Waddell is a news anchor for KLAS-TV, Channel 8, the Las Vegas Valley's CBS affiliate.

But Rundle instead rented a car and headed toward the East Coast.

"I knew I wanted to see Mount Rushmore, so I headed north across the top of the country," he said.

He spent one night in Missoula, Mont., and two nights in Rapid City, S.D, then Sioux City, Iowa.

"So then I got to Washington, D.C., and there was a convention there. ... They didn't have any rooms, so that kind of ticked me off," Rundle said. "So I drove down to Virginia."

He reached Florida, where he visited tourist attractions before his arrest. Of his wife's death, he said:

"It was a definite, spur of the moment, anger thing. That's the truth. I had no malice or anything to do anything like that."

Rundle was asked by the detectives why he didn't call police during the domestic dispute he described.

"If I had done that, she would tell the police and everybody else that I had given her the idea about my mother," he said. "And it was kind of blackmail, you know."

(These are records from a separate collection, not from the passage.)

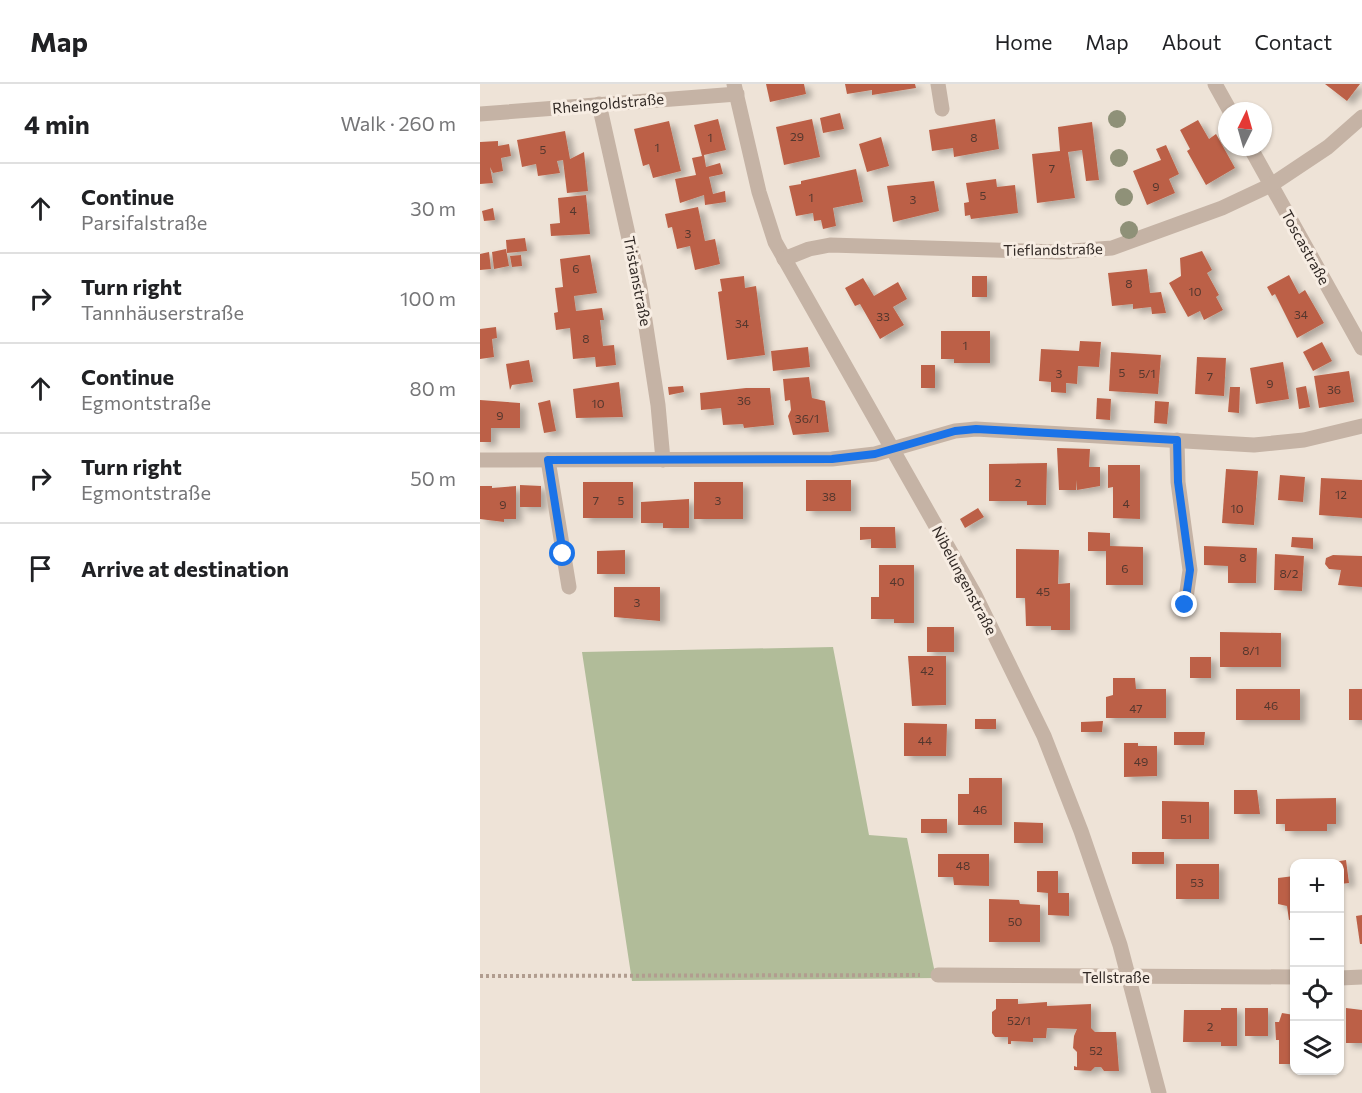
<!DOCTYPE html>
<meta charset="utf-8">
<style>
body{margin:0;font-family:Commissioner,sans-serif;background:#f2f2f2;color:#202124}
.controls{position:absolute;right:18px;bottom:18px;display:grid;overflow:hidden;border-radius:12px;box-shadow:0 2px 4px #0004}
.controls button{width:54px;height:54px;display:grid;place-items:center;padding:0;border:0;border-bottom:2px solid #e0e0e0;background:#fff;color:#202124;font:30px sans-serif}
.compass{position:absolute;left:738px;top:18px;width:54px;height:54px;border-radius:50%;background:#fff;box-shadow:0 2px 4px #0004;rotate:5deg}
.stop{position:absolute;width:18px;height:18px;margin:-14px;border:4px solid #1a73e8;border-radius:50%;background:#fff}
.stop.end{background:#1a73e8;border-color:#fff;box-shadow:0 2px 6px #0008}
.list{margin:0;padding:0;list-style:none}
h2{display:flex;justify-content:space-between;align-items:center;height:78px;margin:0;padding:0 24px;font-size:26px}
h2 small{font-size:20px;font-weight:400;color:#757577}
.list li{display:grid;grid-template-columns:39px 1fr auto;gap:18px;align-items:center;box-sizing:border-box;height:90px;padding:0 24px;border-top:2px solid #e0e0e0}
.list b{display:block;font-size:22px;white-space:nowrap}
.list p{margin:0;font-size:20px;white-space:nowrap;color:#757577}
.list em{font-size:20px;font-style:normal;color:#757577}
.icon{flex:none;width:33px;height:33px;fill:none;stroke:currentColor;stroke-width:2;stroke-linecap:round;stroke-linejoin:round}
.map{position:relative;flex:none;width:882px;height:1009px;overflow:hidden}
header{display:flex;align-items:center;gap:36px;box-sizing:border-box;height:84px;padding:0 30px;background:#fff;border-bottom:2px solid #e0e0e0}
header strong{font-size:28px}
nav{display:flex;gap:33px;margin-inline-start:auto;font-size:21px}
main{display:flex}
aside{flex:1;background:#fff}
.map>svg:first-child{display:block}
.green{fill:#b1bc99}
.building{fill:#bc6147;filter:url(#shadow)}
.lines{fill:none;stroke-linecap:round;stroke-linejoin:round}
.path{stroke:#b19d8f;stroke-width:4;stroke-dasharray:3 3;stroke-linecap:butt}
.minor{stroke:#c5b3a5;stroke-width:15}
.tree{fill:#8f9178}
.route{stroke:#1a73e8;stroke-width:8}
.labels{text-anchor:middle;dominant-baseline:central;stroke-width:6;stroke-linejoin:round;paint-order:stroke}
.number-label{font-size:12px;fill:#54372e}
.street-label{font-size:15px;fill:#312925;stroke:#f7ede3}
</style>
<header>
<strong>Map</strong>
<nav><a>Home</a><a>Map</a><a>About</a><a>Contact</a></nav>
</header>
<main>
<aside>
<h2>4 min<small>Walk · 260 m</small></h2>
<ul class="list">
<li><svg class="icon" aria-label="ahead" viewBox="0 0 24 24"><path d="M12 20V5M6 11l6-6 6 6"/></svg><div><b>Continue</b><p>Parsifalstraße</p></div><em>30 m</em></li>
<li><svg class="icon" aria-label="right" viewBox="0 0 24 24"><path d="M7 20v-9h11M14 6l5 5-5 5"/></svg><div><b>Turn right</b><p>Tannhäuserstraße</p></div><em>100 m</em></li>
<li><svg class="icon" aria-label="ahead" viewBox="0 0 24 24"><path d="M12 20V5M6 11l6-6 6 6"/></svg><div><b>Continue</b><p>Egmontstraße</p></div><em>80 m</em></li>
<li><svg class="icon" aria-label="right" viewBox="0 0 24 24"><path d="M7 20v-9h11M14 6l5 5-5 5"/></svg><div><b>Turn right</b><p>Egmontstraße</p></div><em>50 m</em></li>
<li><svg class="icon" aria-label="arrive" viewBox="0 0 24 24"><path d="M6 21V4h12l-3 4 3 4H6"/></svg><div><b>Arrive at destination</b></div></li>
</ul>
</aside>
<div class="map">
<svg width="882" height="1009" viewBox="0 0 882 1009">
<defs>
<filter id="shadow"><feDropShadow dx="6" dy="4" stdDeviation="3" flood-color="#0004"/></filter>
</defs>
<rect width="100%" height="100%" fill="#eee3d7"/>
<path class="green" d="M353,563L389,751L427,754L456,894L152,897L102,568Z"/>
<g class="building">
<path d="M286,0H324L326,10L290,18Z"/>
<path d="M365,0H435L436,4L392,11V6L367,10Z"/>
<path d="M845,0H880L867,17Z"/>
<path d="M360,29L364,45L343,49L340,34Z"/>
<path d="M238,35L246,66L224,71L226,83L240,79L243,90L229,93L233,110L245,107L246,118L225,121L224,111L200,119L195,95L216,91L212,74L222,72L214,41Z"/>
<path d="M332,35L340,73L304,81L296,43Z"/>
<path d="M515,35L519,65L474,73L473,64L452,67L449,46Z"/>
<path d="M718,36L729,55L736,50L755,84L726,101L707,67L710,65L700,46Z"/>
<path d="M189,37L201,87L173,94L169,80L163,82L154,45Z"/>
<path d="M612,38L619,96L606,97L602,66L588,68L595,114L557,119L552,70L580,67L578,43Z"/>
<path d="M85,47L90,75L104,68L108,107L87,109L83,76L77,77L80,89L58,92L56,80L42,83L37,56Z"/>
<path d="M401,53L409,82L387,88L379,60Z"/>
<path d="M18,57V62L29,60L31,72L21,74L23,87L13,89L10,83L13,99L0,100V58Z"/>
<path d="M686,61L699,90L689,95L695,109L667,121L653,87L681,76L676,65Z"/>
<path d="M376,85L383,118L353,124L356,142L343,145L341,136L334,137L333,129L316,132L309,102L321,100V97Z"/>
<path d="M516,95L517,103L535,101L538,129L491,135L490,131L485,132L484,119L489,118L486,99Z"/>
<path d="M454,97L459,127L413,138L407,102Z"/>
<path d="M106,111L110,150L71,152L70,140L80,139L78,114Z"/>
<path d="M218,123L225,157L235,155L240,180L215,186L210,162L197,165L192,143L188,144L185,130Z"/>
<path d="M13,124L15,136L4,137L2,127Z"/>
<path d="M45,154L47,167L27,169L26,156Z"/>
<path d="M26,165L29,182L14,185L12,168Z"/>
<path d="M722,167L732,186L727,189L739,211L736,213L743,226L724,236L720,227L708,233L689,199L701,192L700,174Z"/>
<path d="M9,168L11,185L0,186V170Z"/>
<path d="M41,171L42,182L32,183L30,172Z"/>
<path d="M110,171L117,209L94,212L96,227L122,224L124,236H120L123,262L134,261L136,281L116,283L115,273L93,275L90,244L76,246L74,229L78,228L75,204L83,203L80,175Z"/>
<path d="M667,185L670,209L681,208L686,229L672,230L671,223L653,225V220L632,222L628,189Z"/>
<path d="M809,191L819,210L825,206L844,239L817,254L795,210L792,212L787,203Z"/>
<path d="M264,192L265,204L276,202L285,271L247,276L238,208L242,207L240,195Z"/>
<rect x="492" y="192" width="15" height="21"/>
<path d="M383,194L394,212L418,198L427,215L413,223L424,241L400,255L380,220L375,222L365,204Z"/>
<path d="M16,243L17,254L12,255L14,273L0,275V245Z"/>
<path d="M461,247H510V279H474V275H461Z"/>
<path d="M600,257L621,258L619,283L598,282L597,300L586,299V309L571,308V298L559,297L561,265L599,267Z"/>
<path d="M842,258L852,277L833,287L823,268Z"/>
<path d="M328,263L330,283L293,287L291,267Z"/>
<path d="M631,268L681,271L678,310L629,307Z"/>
<path d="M717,273L746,274L744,312L715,310Z"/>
<path d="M49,276L53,298L32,301L30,306L26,280Z"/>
<path d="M803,278L809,315L776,320L770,284Z"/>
<rect x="441" y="281" width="14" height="23"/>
<path d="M869,287L874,318L839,324L834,292Z"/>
<path d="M329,293L332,314L345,317L349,348L313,351L308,332L311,326L310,316L305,317L303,295Z"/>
<path d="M139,298L143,333L96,334L93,305Z"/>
<path d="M203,302L204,308L189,311L188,303Z"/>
<path d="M826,302L830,323L819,325L816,304Z"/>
<path d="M750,303H760L759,329L748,328Z"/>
<path d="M266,304H290L294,341L264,344L263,340L243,341L241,324L221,326L220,309Z"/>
<path d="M617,314L631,315L630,336L616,335Z"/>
<path d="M0,316L40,319V344H11V358H0Z"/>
<path d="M70,316L76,347L64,349L58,319Z"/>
<path d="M675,317L689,318L687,340L674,339Z"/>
<path d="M577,364L610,365L609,383H620V402L597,406L596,396V406H579Z"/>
<path d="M567,379L566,421H547V417H509V380Z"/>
<path d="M628,381H660V435L633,434V403L628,404Z"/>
<path d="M746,385L778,387L774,441L742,439Z"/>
<path d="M800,391L825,393L823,418L798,416Z"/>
<path d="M841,394L882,396V434L839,431Z"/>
<rect x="326" y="396" width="45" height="31"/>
<rect x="103" y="398" width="50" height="36"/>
<rect x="214" y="398" width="49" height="37"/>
<path d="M40,401L61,402V423H40Z"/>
<path d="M0,402H12V404L36,402V435H24V438L0,435Z"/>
<path d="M209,415V444H183V439H161V418Z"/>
<path d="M498,424L504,433L485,444L480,435Z"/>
<path d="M380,443H415L416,464H391V455L380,456Z"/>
<path d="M608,448L630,449V462L663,463V501H626V467H608Z"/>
<path d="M812,453L833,454V465L811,463Z"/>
<path d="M724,462L777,464L776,499H748V482L724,481Z"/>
<path d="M536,465L579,466L578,500L590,499V546H571V542H546L545,514H536Z"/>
<path d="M145,466V490H117V467Z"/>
<path d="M795,470L824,472L822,507L794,506Z"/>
<path d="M853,471L882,472V503L858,501L861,486L849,485L845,480L846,474Z"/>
<path d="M399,481H434V539H414V535H391V513H399Z"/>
<path d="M134,503H180V537L134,533Z"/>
<rect x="447" y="543" width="27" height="25"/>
<path d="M740,548L801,549V583H740Z"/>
<path d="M428,572H466V621L432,622Z"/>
<rect x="710" y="573" width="21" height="21"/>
<path d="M633,594H655L656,605H686V634H626V613L633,611Z"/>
<rect x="756" y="605" width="64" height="31"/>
<rect x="869" y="605" width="13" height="31"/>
<rect x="495" y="635" width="21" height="10"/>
<path d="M623,637L622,648H601V638Z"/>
<path d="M424,639L467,640L466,672H424Z"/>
<path d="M694,648H725L724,661H694Z"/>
<path d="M644,659H658V662H677V692L644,693Z"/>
<path d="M489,694H522V741H478V710H489Z"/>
<path d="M754,706H777L780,730H754Z"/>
<path d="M856,714V740H847V747H805V740H796V715Z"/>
<path d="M682,717L729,718V755H682Z"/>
<rect x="441" y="735" width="26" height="14"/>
<path d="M534,738L563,739V759H534Z"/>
<rect x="652" y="768" width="32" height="12"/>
<path d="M458,770H509V802L474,801L473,793H458Z"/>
<path d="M866,776L869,799L860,800V780L854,778Z"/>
<rect x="696" y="780" width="43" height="35"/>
<path d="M557,787H578V809H589V832L568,831V809L557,808Z"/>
<path d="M814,792V835L809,836L807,822L798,820V794Z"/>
<path d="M509,815L539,816L540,820L560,821V858H509Z"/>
<path d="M882,831V860H880L876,832Z"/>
<path d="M516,915H538V920L567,918V922L611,920V944L615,948H636L639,987H624L621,983H615L611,987L594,986V982L597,983V968L593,964L594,952L597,945L567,944L566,954H553V958L531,957V960H528V953H515L512,949V928L516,925Z"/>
<path d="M741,924H757V962H741V958H703L704,926H741Z"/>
<rect x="765" y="924" width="23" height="28"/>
<path d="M866,924L882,926V959H866Z"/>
<path d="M802,929L814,931V980H799V956H796L795,938H799Z"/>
</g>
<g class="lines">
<path class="path" d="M0,892L440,891"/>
<g class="minor">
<path d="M254,0L279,108L295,158L495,511L564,652L601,747L640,861L679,1009"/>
<path d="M458,0L462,25"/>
<path d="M735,0L750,27"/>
<path d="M119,20L160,204L178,321L183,376"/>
<path d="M0,30L257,10"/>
<path d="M770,63L882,264"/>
<path d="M304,175L329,165L350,161L580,168L632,164L742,124L791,101L848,63L882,33"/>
<path d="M697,356L698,398L710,486L705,521"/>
<path d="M0,376L352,375L395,370L475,347L496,345L774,361L824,356L882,342"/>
<path d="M68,376L89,503"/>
<path d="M458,891L814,893"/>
<path d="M860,894L882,893"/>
</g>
</g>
<g class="tree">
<circle cx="637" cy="35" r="9"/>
<circle cx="639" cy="74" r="9"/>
<circle cx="644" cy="113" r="9"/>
<circle cx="649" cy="146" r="9"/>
</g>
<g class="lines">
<path class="route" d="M83,470L68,376L352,375L395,370L475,347L496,345L697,356L698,398L710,486L705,521"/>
</g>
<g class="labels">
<g class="number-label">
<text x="317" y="52">29</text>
<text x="230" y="53">1</text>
<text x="494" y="53">8</text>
<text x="177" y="63">1</text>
<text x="63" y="65">5</text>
<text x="572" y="84">7</text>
<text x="676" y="102">9</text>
<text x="503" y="111">5</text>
<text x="331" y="113">1</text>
<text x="433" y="115">3</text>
<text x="93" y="126">4</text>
<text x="208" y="149">3</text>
<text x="96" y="184">6</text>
<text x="649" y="199">8</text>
<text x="715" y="207">10</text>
<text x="821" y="230">34</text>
<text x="403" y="232">33</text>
<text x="262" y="239">34</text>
<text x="106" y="254">8</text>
<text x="485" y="261">1</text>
<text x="642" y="288">5</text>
<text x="579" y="289">3</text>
<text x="667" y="289">5/1</text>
<text x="730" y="292">7</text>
<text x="790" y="299">9</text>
<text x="854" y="305">36</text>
<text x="264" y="316">36</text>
<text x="118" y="319">10</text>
<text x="20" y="331">9</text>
<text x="327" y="334">36/1</text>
<text x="538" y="398">2</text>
<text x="861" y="410">12</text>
<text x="349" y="412">38</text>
<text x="116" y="416">7</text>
<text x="141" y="416">5</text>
<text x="238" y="416">3</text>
<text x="646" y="419">4</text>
<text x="23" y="420">9</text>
<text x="757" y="424">10</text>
<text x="763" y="473">8</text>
<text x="645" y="484">6</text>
<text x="809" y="489">8/2</text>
<text x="417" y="497">40</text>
<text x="563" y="507">45</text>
<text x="157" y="518">3</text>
<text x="771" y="566">8/1</text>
<text x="447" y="586">42</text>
<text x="791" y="621">46</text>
<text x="656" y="624">47</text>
<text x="445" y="656">44</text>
<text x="661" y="677">49</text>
<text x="500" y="725">46</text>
<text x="706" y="734">51</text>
<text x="483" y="781">48</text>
<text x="717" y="798">53</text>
<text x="535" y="837">50</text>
<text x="539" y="936">52/1</text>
<text x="730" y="942">2</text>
<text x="616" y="966">52</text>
</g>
<g class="street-label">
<text transform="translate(128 19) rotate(-5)">Rheingoldstraße</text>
<text transform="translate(826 163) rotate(61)">Toscastraße</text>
<text transform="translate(573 165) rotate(-1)">Tieflandstraße</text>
<text transform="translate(158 197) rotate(79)">Tristanstraße</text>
<text transform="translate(485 496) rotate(62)">Nibelungenstraße</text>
<text x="636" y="893">Tellstraße</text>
</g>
</g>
</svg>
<div class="controls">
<button>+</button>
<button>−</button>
<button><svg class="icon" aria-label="locate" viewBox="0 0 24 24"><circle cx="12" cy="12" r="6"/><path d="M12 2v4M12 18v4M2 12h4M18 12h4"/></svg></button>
<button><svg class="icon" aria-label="layers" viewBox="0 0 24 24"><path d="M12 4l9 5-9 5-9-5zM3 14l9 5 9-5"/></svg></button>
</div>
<svg class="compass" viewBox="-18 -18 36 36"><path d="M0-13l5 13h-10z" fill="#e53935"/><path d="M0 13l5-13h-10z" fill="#757577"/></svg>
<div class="stop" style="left:83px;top:470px"></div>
<div class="stop end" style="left:705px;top:521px"></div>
</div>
</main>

Rundle, who previously was portrayed by police as a lifelong con man in affidavits, said he threw the champagne bottle in the trash, and that he regrets killing his wife.

"I have terrible remorse of everything that happened," Rundle said. "I feel very bad what I did to the family."

Bill Rundle first became known to Las Vegans in 1987 when, months after his marriage to Shirley, his son was killed while pushing his best friend from the path of a drunken driver. Las Vegans celebrated the heroism of Richie Rundle and named an elementary school in his honor.